**Data to examine:**
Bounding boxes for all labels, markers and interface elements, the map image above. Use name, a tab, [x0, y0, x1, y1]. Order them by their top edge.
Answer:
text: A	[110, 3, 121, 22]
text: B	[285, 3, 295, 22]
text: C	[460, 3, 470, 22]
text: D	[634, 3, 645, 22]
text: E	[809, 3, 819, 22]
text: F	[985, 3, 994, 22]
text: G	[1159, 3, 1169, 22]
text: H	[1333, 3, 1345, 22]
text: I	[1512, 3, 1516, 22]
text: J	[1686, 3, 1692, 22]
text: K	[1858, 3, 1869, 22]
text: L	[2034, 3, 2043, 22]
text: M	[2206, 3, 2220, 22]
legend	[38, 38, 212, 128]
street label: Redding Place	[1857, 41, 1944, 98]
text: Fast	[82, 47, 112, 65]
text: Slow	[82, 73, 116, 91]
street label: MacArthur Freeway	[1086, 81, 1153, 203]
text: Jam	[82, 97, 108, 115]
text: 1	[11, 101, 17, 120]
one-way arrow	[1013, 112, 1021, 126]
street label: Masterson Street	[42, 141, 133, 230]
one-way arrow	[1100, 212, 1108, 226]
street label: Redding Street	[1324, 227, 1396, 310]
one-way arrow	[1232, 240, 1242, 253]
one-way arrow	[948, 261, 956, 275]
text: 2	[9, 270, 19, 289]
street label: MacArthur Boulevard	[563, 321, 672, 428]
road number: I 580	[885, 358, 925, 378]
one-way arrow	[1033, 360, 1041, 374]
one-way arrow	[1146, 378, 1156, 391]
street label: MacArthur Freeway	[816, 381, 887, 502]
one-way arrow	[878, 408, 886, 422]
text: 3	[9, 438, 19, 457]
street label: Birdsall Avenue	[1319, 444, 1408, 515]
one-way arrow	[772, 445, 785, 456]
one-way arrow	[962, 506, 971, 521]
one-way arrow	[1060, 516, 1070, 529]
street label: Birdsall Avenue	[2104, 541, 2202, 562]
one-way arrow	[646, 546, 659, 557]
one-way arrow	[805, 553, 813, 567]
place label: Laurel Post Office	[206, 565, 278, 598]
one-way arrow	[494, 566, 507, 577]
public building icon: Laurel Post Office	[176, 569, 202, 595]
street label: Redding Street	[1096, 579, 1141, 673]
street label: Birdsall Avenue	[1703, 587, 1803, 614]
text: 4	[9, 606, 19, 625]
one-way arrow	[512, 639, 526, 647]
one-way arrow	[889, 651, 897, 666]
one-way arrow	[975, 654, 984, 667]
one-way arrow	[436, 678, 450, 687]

**About this exercise:**
Copy, from the lines above, each one that holds "Freeway".

**Answer below:**
street label: MacArthur Freeway	[1086, 81, 1153, 203]
street label: MacArthur Freeway	[816, 381, 887, 502]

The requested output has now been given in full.